Abstract

Ushma Jani, Dr. Bhumi R. Patel*, Dr. Jaymin G. Patel, Janki Patel, Mr. Ronak N. Patel, Ms. Mugdha Dhimar

ABSTRACT

A simple, precise, accurate, and stability-indicating RP-HPLC method was successfully developed and validated for the simultaneous estimation of Dapagliflozin Propanediol and Eplerenone in a synthetic mixture. Chromatographic separation was achieved using a Cosmosil C18 column (250 mm ×4.6 mm, 5µm) with a Isocratic mobile phase of buffer and methanol (30:70%v/v), at a flow rate of 1.0 mL/min and detection at 228 nm.
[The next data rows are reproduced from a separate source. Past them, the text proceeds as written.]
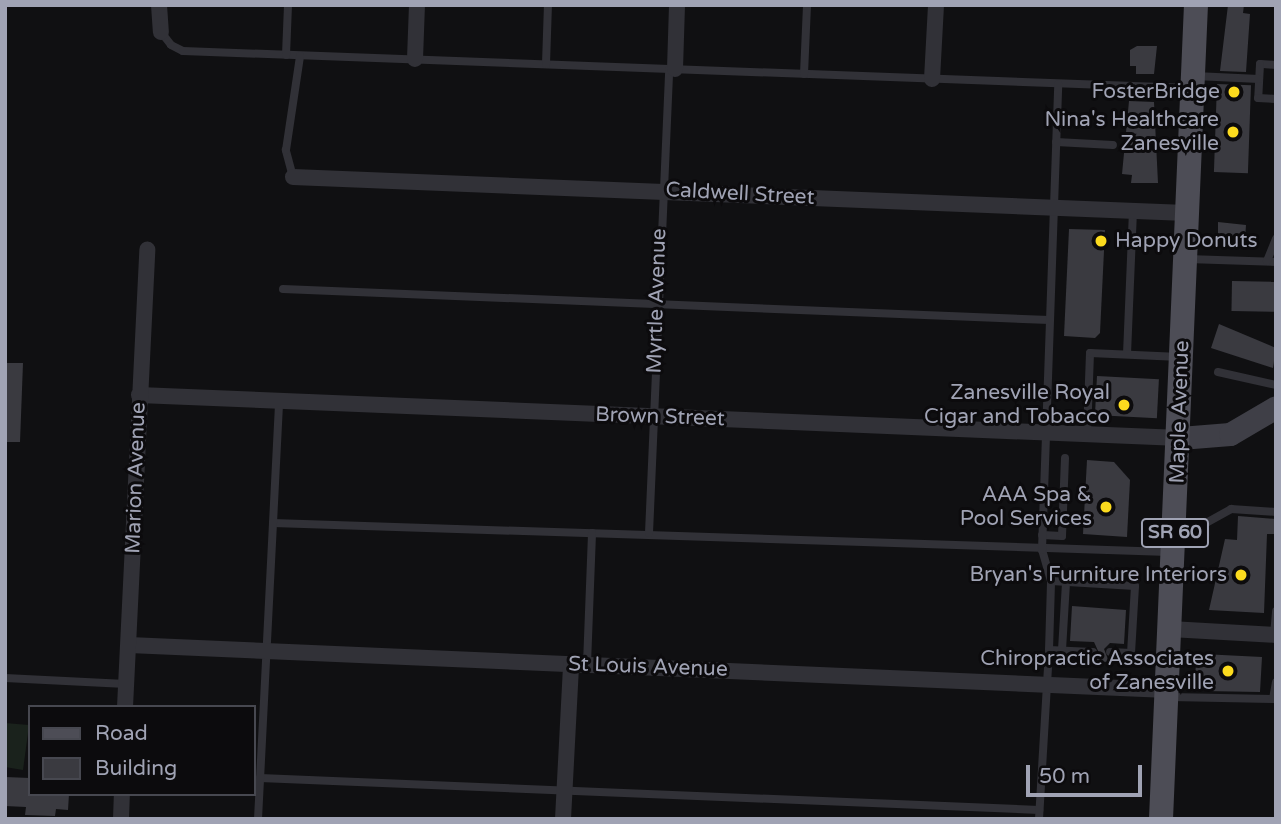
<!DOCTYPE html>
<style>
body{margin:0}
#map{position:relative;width:1281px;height:824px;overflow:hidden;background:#101012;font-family:"Varela Round",sans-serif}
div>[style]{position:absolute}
.green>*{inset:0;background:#1a221c}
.building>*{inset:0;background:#3a3a40;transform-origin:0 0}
.lane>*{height:8px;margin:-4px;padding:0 4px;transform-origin:4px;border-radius:4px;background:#313137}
.street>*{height:16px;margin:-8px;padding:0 8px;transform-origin:8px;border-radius:8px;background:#313137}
.secondary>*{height:23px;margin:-11.5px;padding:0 11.5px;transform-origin:11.5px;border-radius:11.5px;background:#3f3f47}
.primary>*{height:24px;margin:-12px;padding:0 12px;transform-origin:12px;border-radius:12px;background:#4d4d56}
.dots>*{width:19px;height:19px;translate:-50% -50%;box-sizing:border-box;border:4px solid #0c0b0d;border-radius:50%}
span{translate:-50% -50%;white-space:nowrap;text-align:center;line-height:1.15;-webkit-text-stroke:6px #0c0b0d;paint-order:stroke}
.shield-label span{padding:2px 5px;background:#0c0b0d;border:2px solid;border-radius:5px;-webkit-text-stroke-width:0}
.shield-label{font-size:19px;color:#a0a3b4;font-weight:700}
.poi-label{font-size:21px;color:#a0a3b4}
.right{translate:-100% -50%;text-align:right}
.left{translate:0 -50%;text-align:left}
.street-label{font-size:21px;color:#a0a3b4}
.frame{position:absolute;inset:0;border:7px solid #a0a3b4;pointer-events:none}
.legend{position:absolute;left:28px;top:705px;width:228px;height:91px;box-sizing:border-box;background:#0c0b0d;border:2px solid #474850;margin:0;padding:9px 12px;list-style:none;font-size:21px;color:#a0a3b4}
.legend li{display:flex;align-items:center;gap:14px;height:35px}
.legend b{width:35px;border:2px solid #474850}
.scale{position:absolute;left:1026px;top:765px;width:116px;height:32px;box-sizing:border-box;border:4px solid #a0a3b4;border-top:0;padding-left:9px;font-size:21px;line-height:24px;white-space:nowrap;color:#a0a3b4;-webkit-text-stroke:5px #0c0b0d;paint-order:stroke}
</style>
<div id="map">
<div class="green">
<div style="clip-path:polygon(5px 723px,29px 725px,23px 770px,5px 767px)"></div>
</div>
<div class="building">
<div style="clip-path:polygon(1228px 5px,1244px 5px,1243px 13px,1250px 14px,1246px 72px,1220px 71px)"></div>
<div style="clip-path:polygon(1137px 46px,1157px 46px,1154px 74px,1136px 74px,1136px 66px,1130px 66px,1130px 50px)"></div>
<div style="left:1217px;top:84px;width:34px;height:88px;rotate:2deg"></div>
<div style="clip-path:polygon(1129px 101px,1154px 102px,1158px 183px,1131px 183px,1132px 175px,1122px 174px)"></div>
<div style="clip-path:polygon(1218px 222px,1246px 225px,1245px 240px,1239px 240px,1239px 247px,1218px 246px)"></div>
<div style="clip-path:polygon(1069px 229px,1105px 230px,1100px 333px,1095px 338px,1064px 336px)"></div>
<div style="left:1232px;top:281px;width:44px;height:30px;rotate:1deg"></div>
<div style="clip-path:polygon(1219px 324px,1276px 348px,1273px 368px,1211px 348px)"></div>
<div style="clip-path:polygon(5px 363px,23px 363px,20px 442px,5px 442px)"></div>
<div style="left:1097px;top:376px;width:62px;height:39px;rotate:3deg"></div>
<div style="clip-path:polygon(1087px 460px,1114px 462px,1130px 480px,1127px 537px,1083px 534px)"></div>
<div style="clip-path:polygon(1238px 516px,1276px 519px,1275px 534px,1267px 534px,1264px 613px,1209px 610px,1225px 539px,1237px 540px)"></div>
<div style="clip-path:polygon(1072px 606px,1126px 610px,1124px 644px,1110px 643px,1104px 649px,1109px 662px,1093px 661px,1099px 653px,1094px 642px,1070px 641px)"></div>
<div style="clip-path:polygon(1202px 654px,1262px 657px,1260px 692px,1204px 691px,1204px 684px,1195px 683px,1196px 659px)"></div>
<div style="clip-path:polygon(5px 777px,30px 778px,30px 794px,69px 794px,68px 810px,56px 809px,55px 816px,25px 815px,26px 807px,5px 806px)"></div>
</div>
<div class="lane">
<div style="left:161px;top:32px;width:16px;rotate:52deg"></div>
<div style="left:171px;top:45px;width:13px;rotate:27deg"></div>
<div style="left:183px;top:51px;width:1007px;rotate:2.11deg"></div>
<div style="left:286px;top:55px;width:50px;rotate:-87.7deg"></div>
<div style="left:546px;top:64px;width:59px;rotate:-88.1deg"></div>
<div style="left:1276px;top:65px;width:16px;rotate:-176deg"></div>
<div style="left:1260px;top:64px;width:34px;rotate:93deg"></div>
<div style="left:1258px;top:98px;width:18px;rotate:3deg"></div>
<div style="left:804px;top:74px;width:69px;rotate:-87.5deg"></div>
<div style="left:1195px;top:76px;width:64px;rotate:2.7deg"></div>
<div style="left:1056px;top:142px;width:57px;rotate:3deg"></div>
<div style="left:293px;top:177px;width:28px;rotate:-105deg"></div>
<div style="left:286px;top:150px;width:95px;rotate:-81.5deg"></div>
<div style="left:1187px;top:259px;width:89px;rotate:1.9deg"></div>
<div style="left:1267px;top:261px;width:24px;rotate:-68deg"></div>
<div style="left:283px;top:289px;width:767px;rotate:2.32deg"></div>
<div style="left:1127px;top:354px;width:143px;rotate:-87.6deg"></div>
<div style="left:1218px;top:372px;width:59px;rotate:12.6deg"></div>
<div style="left:1087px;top:435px;width:82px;rotate:-87.9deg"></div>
<div style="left:1090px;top:353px;width:90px;rotate:2.5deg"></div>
<div style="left:1178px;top:522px;width:28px;rotate:2deg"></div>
<div style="left:1206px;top:523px;width:29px;rotate:-29deg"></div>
<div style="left:1231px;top:509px;width:45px;rotate:3.8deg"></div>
<div style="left:273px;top:523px;width:896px;rotate:1.85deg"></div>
<div style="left:649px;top:533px;width:464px;rotate:-87.5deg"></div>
<div style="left:1042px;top:535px;width:20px;rotate:3deg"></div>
<div style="left:1062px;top:536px;width:78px;rotate:-87.8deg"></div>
<div style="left:1051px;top:581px;width:84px;rotate:3.4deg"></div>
<div style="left:1135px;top:586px;width:67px;rotate:93.4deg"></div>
<div style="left:1131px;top:653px;width:21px;rotate:-177deg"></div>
<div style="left:1274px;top:635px;width:24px;rotate:-85deg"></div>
<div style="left:1049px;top:650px;width:44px;rotate:2.6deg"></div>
<div style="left:1062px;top:650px;width:68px;rotate:-86.6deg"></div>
<div style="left:587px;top:664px;width:131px;rotate:-87.8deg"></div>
<div style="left:5px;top:678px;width:121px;rotate:2.8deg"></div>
<div style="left:1170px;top:697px;width:103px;rotate:1.1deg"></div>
<div style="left:1273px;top:699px;width:17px;rotate:-80deg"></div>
<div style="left:260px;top:778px;width:780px;rotate:2.35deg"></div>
<div style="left:258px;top:819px;width:419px;rotate:-87.1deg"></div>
<div style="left:1039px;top:819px;width:169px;rotate:-86.6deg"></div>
<div style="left:1049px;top:650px;width:69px;rotate:-88.3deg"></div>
<div style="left:1051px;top:581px;width:32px;rotate:-106deg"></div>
<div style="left:1042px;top:550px;width:466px;rotate:-88deg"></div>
</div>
<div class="street">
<div style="left:159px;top:5px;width:27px;rotate:86deg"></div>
<div style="left:415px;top:59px;width:54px;rotate:-87.9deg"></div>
<div style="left:675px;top:69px;width:64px;rotate:-88.2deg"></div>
<div style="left:932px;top:79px;width:74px;rotate:-86.9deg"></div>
<div style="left:293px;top:177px;width:894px;rotate:2.31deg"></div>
<div style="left:139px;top:395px;width:1042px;rotate:2.37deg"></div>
<div style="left:1170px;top:629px;width:106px;rotate:3.2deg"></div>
<div style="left:129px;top:645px;width:1039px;rotate:2.48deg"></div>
<div style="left:125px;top:707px;width:458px;rotate:-87.2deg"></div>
<div style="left:121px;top:819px;width:25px;rotate:-88deg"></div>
<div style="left:563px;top:819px;width:155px;rotate:-87deg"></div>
</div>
<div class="secondary">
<div style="left:1180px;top:438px;width:50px;rotate:-4.6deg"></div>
<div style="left:1230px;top:434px;width:53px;rotate:-30.4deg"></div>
</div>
<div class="primary">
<div style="left:1161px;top:819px;width:815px;rotate:-87.54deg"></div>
</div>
<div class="dots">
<div style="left:1234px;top:92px;background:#fcdb1e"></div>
<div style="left:1233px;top:132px;background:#fcdb1e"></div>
<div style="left:1101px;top:241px;background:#fcdb1e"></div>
<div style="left:1124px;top:405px;background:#fcdb1e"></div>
<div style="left:1106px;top:507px;background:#fcdb1e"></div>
<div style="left:1241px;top:575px;background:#fcdb1e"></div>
<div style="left:1228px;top:671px;background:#fcdb1e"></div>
</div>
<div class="shield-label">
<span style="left:1175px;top:533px">SR 60</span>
</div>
<div class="poi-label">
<span class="right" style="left:1220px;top:92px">FosterBridge</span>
<span class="right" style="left:1219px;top:132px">Nina's Healthcare<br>Zanesville</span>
<span class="left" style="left:1115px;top:241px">Happy Donuts</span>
<span class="right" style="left:1110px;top:405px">Zanesville Royal<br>Cigar and Tobacco</span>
<span class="right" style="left:1092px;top:507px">AAA Spa &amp;<br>Pool Services</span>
<span class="right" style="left:1227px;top:575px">Bryan's Furniture Interiors</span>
<span class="right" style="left:1214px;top:671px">Chiropractic Associates<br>of Zanesville</span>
</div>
<div class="street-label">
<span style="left:740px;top:194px;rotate:3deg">Caldwell Street</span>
<span style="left:657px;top:301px;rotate:-88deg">Myrtle Avenue</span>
<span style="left:1180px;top:412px;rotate:-88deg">Maple Avenue</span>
<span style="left:660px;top:417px;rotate:2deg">Brown Street</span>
<span style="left:136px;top:478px;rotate:-88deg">Marion Avenue</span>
<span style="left:648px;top:667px;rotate:2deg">St Louis Avenue</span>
</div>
<div class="frame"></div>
<ul class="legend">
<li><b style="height:9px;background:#4d4d56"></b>Road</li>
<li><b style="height:19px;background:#3a3a40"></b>Building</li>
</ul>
<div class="scale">50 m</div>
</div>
The developed RP-HPLC method showed excellent performance with good chromatographic separation of Dapagliflozin Propanediol and Eplerenone. The method exhibited strong linearity in the ranges of 10-30 ppm for Dapagliflozin and 25-75 ppm for eplerenone, with correlation coefficients exceeding 0.999. Validation studies, conducted in accordance with the International Council for Harmonization (ICH) Q2(R2) guidelines, confirmed that the method was precise, accurate, robust, specific, and sensitive. The stability-indicating capability was verified through forced degradation experiments under acidic, alkaline, oxidative, and thermal conditions, where degradation products were adequately resolved from the parent compounds using the developed method. The validated method was successfully applied to the analysis of a synthetic mixture, yielding assay results of 100.33% for dapagliflozin and 99.65% for eplerenone. Therefore, the proposed method is suitable for routine quality control analysis and stability studies.